CIA Director Michael Hayden came to the Council on Foreign Relations in New York on Friday afternoon to deliver remarks and to field some questions. It quickly became apparent that General Hayden has never been put through that SERE training program that the Air Force uses to prepare its pilots for hostile interrogation. He did a fine job trotting out his speaking points in his main presentation. But he collapsed into a flustered mass of contradictions as soon as he faced critical questioning. Indeed, check out the podcast that the Council has put up on its website, but go straight to the last 12 minutes of the hour-long appearance—that’s where Hayden faces the tough questions–and where the tires come off.
The essence of Hayden’s prepared remarks is simple: we at the CIA take the law seriously and obey the law. We also take Congressional oversight seriously and cooperate fully with Congressional oversight. The media, human rights groups and the public need to “back off” and “give us space” in which to do our work.
Hayden’s entire appearance boiled down to a pitch to be able to conduct his business in the shadows. Of course intelligence services need the shadows in which to operate. There’s nothing really surprising or extraordinary about that. And intelligence services both skate on the thin ice of the law and enter into the realm of the undeniably illegal. They regularly engage in conduct which violates the law of host countries in which they operate, for instance. Indeed, foreign espionage is outlawed just about everywhere—even as it gets a wink and nod among allies. It would be unimaginably naïve to suggest that an intelligence service operate everywhere within the strictest confines of the law.
That’s not the question here, and General Hayden fully understands that.
The unfortunate thing is that his assurances are simply not credible.

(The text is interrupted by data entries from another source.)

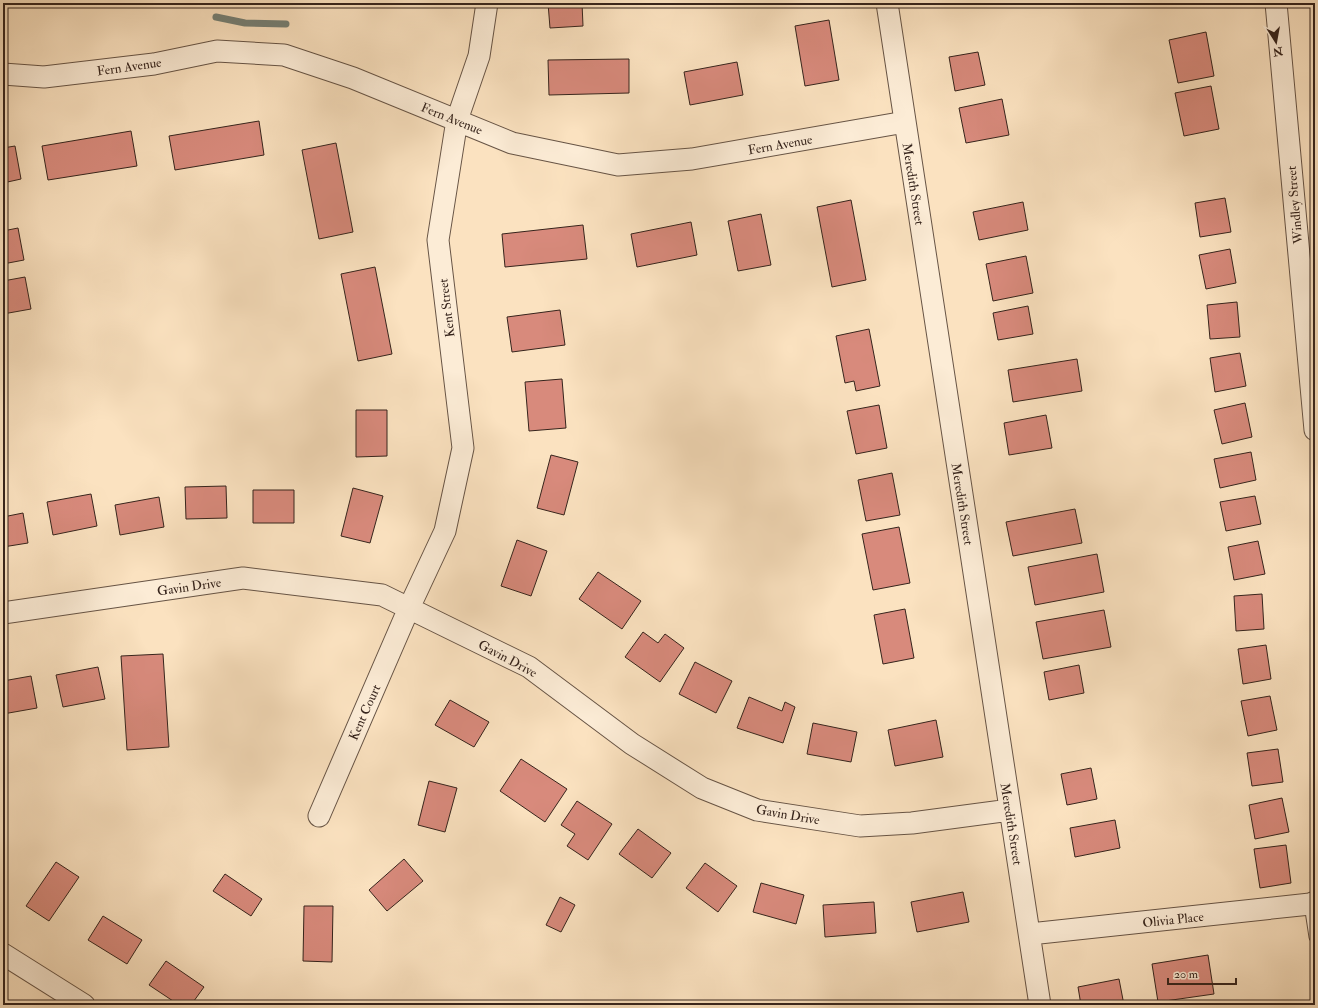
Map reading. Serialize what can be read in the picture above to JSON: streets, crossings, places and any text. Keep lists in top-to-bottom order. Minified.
{"streets":{"street":["Fern Avenue","Meredith Street","Windley Street","Kent Street","Gavin Drive","Kent Court","Olivia Place"]},"crossings":[["Fern Avenue","Meredith Street"],["Fern Avenue","Kent Street"],["Meredith Street","Gavin Drive"],["Meredith Street","Olivia Place"],["Kent Street","Gavin Drive"],["Kent Street","Kent Court"],["Gavin Drive","Kent Court"]],"scale_bar":"20 m","north":"bottom"}
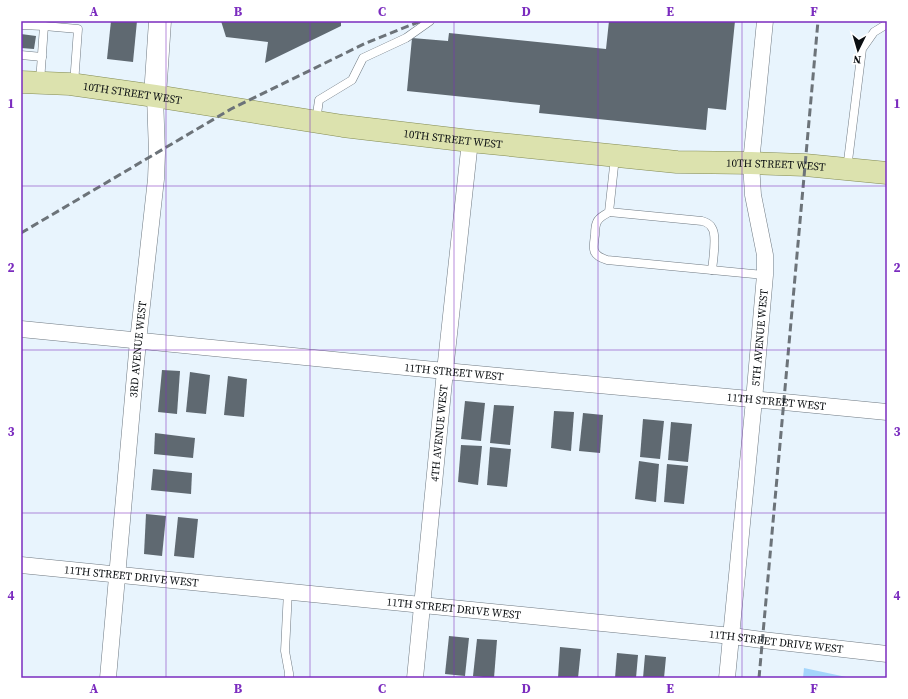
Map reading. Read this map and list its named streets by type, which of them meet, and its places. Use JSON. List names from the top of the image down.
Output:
{
  "streets": {
    "main road": ["10TH STREET WEST"],
    "street": [
      "5TH AVENUE WEST",
      "3RD AVENUE WEST",
      "11TH STREET WEST",
      "4TH AVENUE WEST",
      "11TH STREET DRIVE WEST"
    ]
  },
  "crossings": [
    ["10TH STREET WEST", "5TH AVENUE WEST"],
    ["10TH STREET WEST", "3RD AVENUE WEST"],
    ["10TH STREET WEST", "4TH AVENUE WEST"],
    ["5TH AVENUE WEST", "11TH STREET WEST"],
    ["5TH AVENUE WEST", "11TH STREET DRIVE WEST"],
    ["3RD AVENUE WEST", "11TH STREET WEST"],
    ["3RD AVENUE WEST", "11TH STREET DRIVE WEST"],
    ["11TH STREET WEST", "4TH AVENUE WEST"],
    ["4TH AVENUE WEST", "11TH STREET DRIVE WEST"]
  ],
  "north": "bottom",
  "grid": {
    "columns": [
      "A",
      "B",
      "C",
      "D",
      "E",
      "F"
    ],
    "rows": [
      "1",
      "2",
      "3",
      "4"
    ]
  }
}
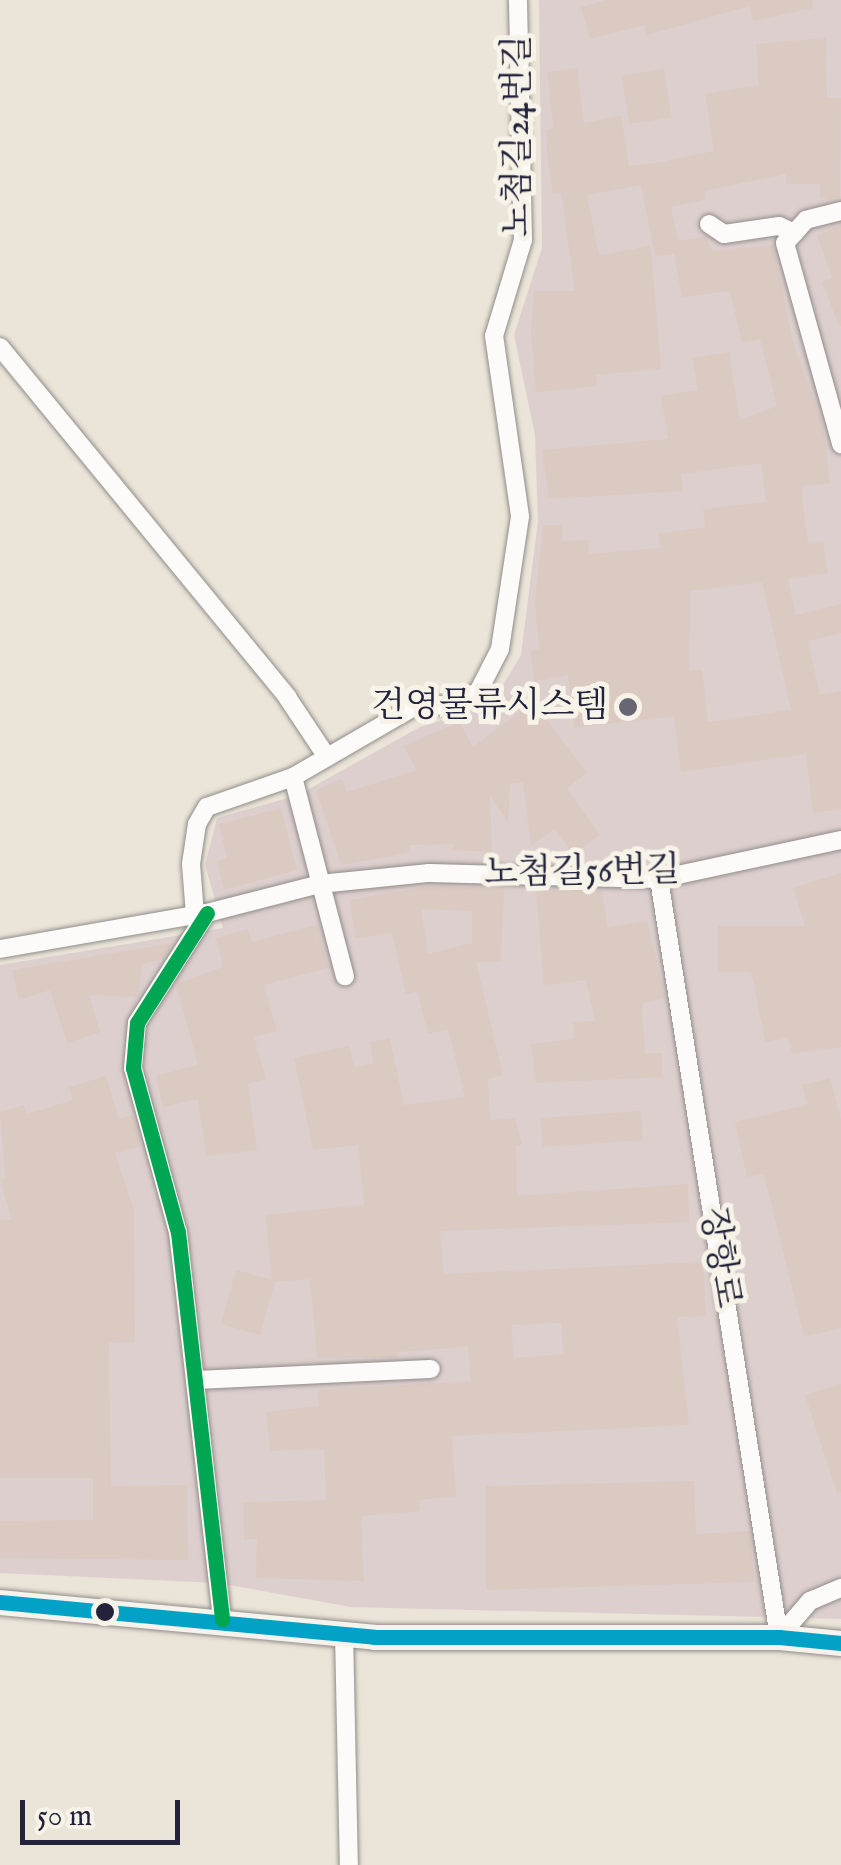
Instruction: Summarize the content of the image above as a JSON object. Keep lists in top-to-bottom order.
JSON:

The first of the three final questions put to him went to interrogation policy. The questioner, Michael Posner of Human Rights First, very accurately noted that Hayden and President Bush went to Congress asking for authority to use “enhanced interrogation techniques.” Those techniques have since been disclosed, and indeed the entire game of keeping them undercover has been designed to fool the American public–the proposed target terrorist groups know all about them. We just need to listen to the ¿quién es más macho? exercise at the Republican presidential debates to know the whole list. It includes waterboarding, hypothermia, long-time standing, sleep deprivation of more than two days, enforced nudity and long-term sensory deprivation. Congress responded to the request under the leadership of Senators Warner, Graham and McCain, with a very clear-cut “no.” Nevertheless, Hayden and White House lawyers (that’s a euphemism for David Addington) drafted an Executive Order, released on July 20, 2007, that attempts to bring the techniques that Congress rejected in through the back door. The nation’s legal profession declared in a vote just one short of unanimity that to the extent this order was designed to introduce the “enhanced interrogation techniques” it was unlawful. The ABA called on Congress to overturn it.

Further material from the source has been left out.